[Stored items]

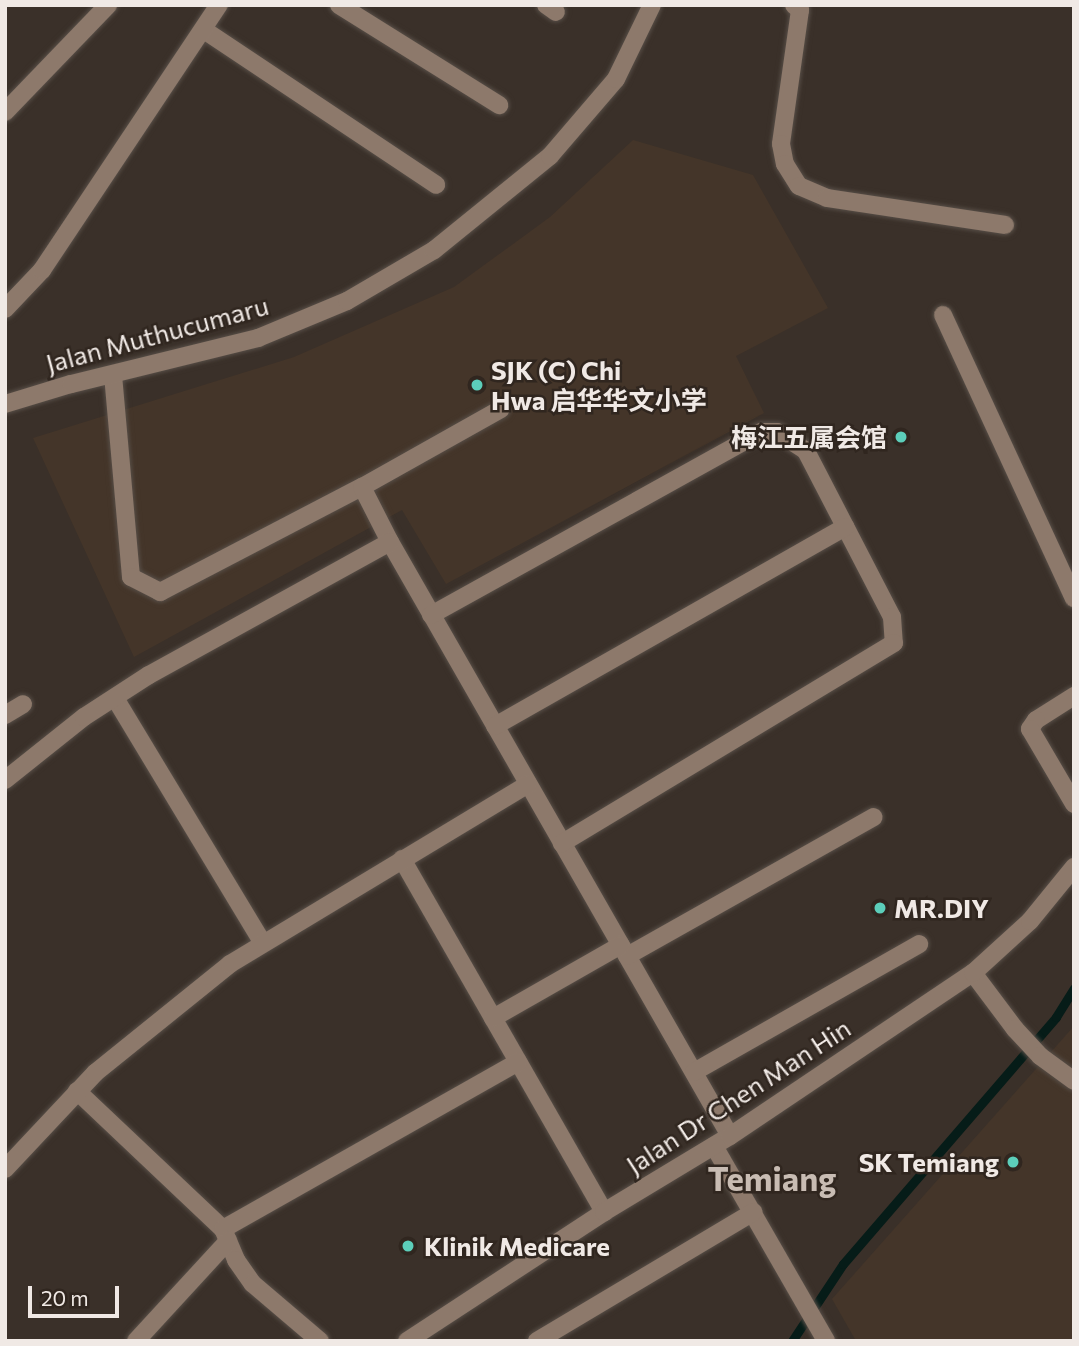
<!DOCTYPE html>
<meta charset="utf-8">
<style>
body{margin:0}
#map{position:relative;width:1079px;height:1346px;overflow:hidden;background:#3a3029;font-family:Commissioner,"Noto Sans SC",sans-serif}
div>[style]{position:absolute}
.built>*{inset:0;background:#443529}
.stream>*{height:9px;margin:-4.5px;padding:0 4.5px;transform-origin:4.5px;border-radius:4.5px;background:#061c18}
.roads{filter:drop-shadow(0 0 2px #574e47) drop-shadow(0 0 2px #574e47)}
.minor>*{height:18px;margin:-9px;padding:0 9px;transform-origin:9px;border-radius:9px;background:#8d796b}
.dots>*{width:19px;height:19px;translate:-50% -50%;box-sizing:border-box;border:4px solid #30261f;border-radius:50%}
span{translate:-50% -50%;white-space:nowrap;text-align:center;line-height:1.15;-webkit-text-stroke:5px #30261f;paint-order:stroke}
.street-label{font-size:26px;color:#f0e9e5}
.poi-label{font-size:26px;color:#f0e9e5;font-weight:700}
.left{translate:0 -50%;text-align:left}
.right{translate:-100% -50%;text-align:right}
.district-label{font-size:33px;color:#c8bcb3;font-weight:700}
.frame{position:absolute;inset:0;border:7px solid #f0e9e5;pointer-events:none}
.scale{position:absolute;left:28px;top:1286px;width:91px;height:32px;box-sizing:border-box;border:4px solid #f0e9e5;border-top:0;padding-left:9px;font-size:21px;line-height:24px;white-space:nowrap;color:#f0e9e5;-webkit-text-stroke:5px #30261f;paint-order:stroke}
</style>
<div id="map">
<div class="built">
<i style="clip-path:polygon(633px 140px,753px 175px,828px 308px,736px 356px,764px 413px,446px 584px,402px 510px,134px 657px,33px 438px,294px 357px,454px 287px,550px 217px)"></i>
<i style="clip-path:polygon(1074px 1026px,1074px 1341px,856px 1341px,832px 1299px)"></i>
</div>
<div class="stream">
<i style="left:792px;top:1341px;width:92px;rotate:-56.5deg"></i>
<i style="left:843px;top:1264px;width:326px;rotate:-49.2deg"></i>
<i style="left:1056px;top:1017px;width:34px;rotate:-58deg"></i>
</div>
<div class="roads">
<div class="minor">
<i style="left:339px;top:5px;width:189px;rotate:32deg"></i>
<i style="left:546px;top:5px;width:12px;rotate:35deg"></i>
<i style="left:794px;top:5px;width:8px;rotate:40deg"></i>
<i style="left:800px;top:10px;width:135px;rotate:98.1deg"></i>
<i style="left:781px;top:144px;width:20px;rotate:79deg"></i>
<i style="left:785px;top:164px;width:26px;rotate:58deg"></i>
<i style="left:799px;top:186px;width:30px;rotate:23deg"></i>
<i style="left:827px;top:198px;width:180px;rotate:8.6deg"></i>
<i style="left:204px;top:30px;width:279px;rotate:33.7deg"></i>
<i style="left:5px;top:112px;width:149px;rotate:-46.1deg"></i>
<i style="left:5px;top:309px;width:54px;rotate:-46.5deg"></i>
<i style="left:42px;top:270px;width:319px;rotate:-56.3deg"></i>
<i style="left:943px;top:315px;width:312px;rotate:65.2deg"></i>
<i style="left:113px;top:375px;width:203px;rotate:84.9deg"></i>
<i style="left:131px;top:577px;width:33px;rotate:27deg"></i>
<i style="left:160px;top:592px;width:228px;rotate:-27.5deg"></i>
<i style="left:362px;top:487px;width:159px;rotate:-29.3deg"></i>
<i style="left:5px;top:404px;width:69px;rotate:-16.9deg"></i>
<i style="left:71px;top:384px;width:193px;rotate:-13.8deg"></i>
<i style="left:258px;top:338px;width:96px;rotate:-22.6deg"></i>
<i style="left:347px;top:301px;width:101px;rotate:-30.4deg"></i>
<i style="left:434px;top:250px;width:149px;rotate:-39deg"></i>
<i style="left:550px;top:156px;width:101px;rotate:-49.4deg"></i>
<i style="left:616px;top:79px;width:82px;rotate:-64.1deg"></i>
<i style="left:362px;top:487px;width:62px;rotate:63deg"></i>
<i style="left:390px;top:542px;width:684px;rotate:60.21deg"></i>
<i style="left:431px;top:615px;width:377px;rotate:-29deg"></i>
<i style="left:761px;top:432px;width:16px"></i>
<i style="left:777px;top:432px;width:35px;rotate:33deg"></i>
<i style="left:806px;top:451px;width:187px;rotate:62.6deg"></i>
<i style="left:892px;top:617px;width:26px;rotate:86deg"></i>
<i style="left:894px;top:643px;width:388px;rotate:148.9deg"></i>
<i style="left:1074px;top:696px;width:45px;rotate:147.7deg"></i>
<i style="left:1036px;top:720px;width:11px;rotate:124deg"></i>
<i style="left:1030px;top:729px;width:87px;rotate:59.6deg"></i>
<i style="left:115px;top:698px;width:286px;rotate:58.9deg"></i>
<i style="left:5px;top:715px;width:21px;rotate:-31deg"></i>
<i style="left:495px;top:726px;width:403px;rotate:-29.6deg"></i>
<i style="left:5px;top:780px;width:101px;rotate:-38.6deg"></i>
<i style="left:84px;top:717px;width:77px;rotate:-32.9deg"></i>
<i style="left:149px;top:675px;width:275px;rotate:-28.9deg"></i>
<i style="left:402px;top:859px;width:407px;rotate:60.2deg"></i>
<i style="left:627px;top:956px;width:283px;rotate:-29.4deg"></i>
<i style="left:973px;top:973px;width:70px;rotate:53.1deg"></i>
<i style="left:1015px;top:1029px;width:37px;rotate:47deg"></i>
<i style="left:1040px;top:1056px;width:42px;rotate:36.3deg"></i>
<i style="left:493px;top:1018px;width:147px;rotate:-29.7deg"></i>
<i style="left:694px;top:1072px;width:259px;rotate:-29.6deg"></i>
<i style="left:77px;top:1091px;width:201px;rotate:43.4deg"></i>
<i style="left:223px;top:1229px;width:34px;rotate:67deg"></i>
<i style="left:236px;top:1260px;width:29px;rotate:55deg"></i>
<i style="left:253px;top:1284px;width:88px;rotate:40.4deg"></i>
<i style="left:714px;top:1146px;width:225px;rotate:60.1deg"></i>
<i style="left:5px;top:1169px;width:132px;rotate:-46.8deg"></i>
<i style="left:95px;top:1073px;width:174px;rotate:-38.9deg"></i>
<i style="left:230px;top:964px;width:348px;rotate:-31.1deg"></i>
<i style="left:223px;top:1229px;width:339px;rotate:-29.5deg"></i>
<i style="left:136px;top:1341px;width:136px;rotate:-47.4deg"></i>
<i style="left:407px;top:1341px;width:235px;rotate:-33.2deg"></i>
<i style="left:604px;top:1212px;width:147px;rotate:-31.1deg"></i>
<i style="left:730px;top:1136px;width:293px;rotate:-33.9deg"></i>
<i style="left:973px;top:973px;width:77px;rotate:-42.4deg"></i>
<i style="left:1030px;top:921px;width:70px;rotate:-50.8deg"></i>
<i style="left:537px;top:1341px;width:252px;rotate:-30.8deg"></i>
</div>
</div>
<div class="dots">
<i style="left:477px;top:385px;background:#5cceba"></i>
<i style="left:901px;top:437px;background:#5cceba"></i>
<i style="left:880px;top:908px;background:#5cceba"></i>
<i style="left:1013px;top:1162px;background:#5cceba"></i>
<i style="left:408px;top:1246px;background:#5cceba"></i>
</div>
<div class="street-label">
<span style="left:157px;top:334px;rotate:-15deg">Jalan Muthucumaru</span>
<span style="left:738px;top:1096px;rotate:-33deg">Jalan Dr Chen Man Hin</span>
</div>
<div class="poi-label">
<span class="left" style="left:491px;top:385px">SJK (C) Chi<br>Hwa 启华华文小学</span>
<span class="right" style="left:887px;top:437px">梅江五属会馆</span>
<span class="left" style="left:894px;top:908px">MR.DIY</span>
<span class="right" style="left:999px;top:1162px">SK Temiang</span>
<span class="left" style="left:424px;top:1246px">Klinik Medicare</span>
</div>
<div class="district-label">
<span style="left:772px;top:1178px">Temiang</span>
</div>
<div class="frame"></div>
<div class="scale">20 m</div>
</div>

• [REQUIREMENT]
From the records, copy out each line that includes the string "path".

• [RESPONSE TO THIS EXERCISE]
<i style="clip-path:polygon(633px 140px,753px 175px,828px 308px,736px 356px,764px 413px,446px 584px,402px 510px,134px 657px,33px 438px,294px 357px,454px 287px,550px 217px)"></i>
<i style="clip-path:polygon(1074px 1026px,1074px 1341px,856px 1341px,832px 1299px)"></i>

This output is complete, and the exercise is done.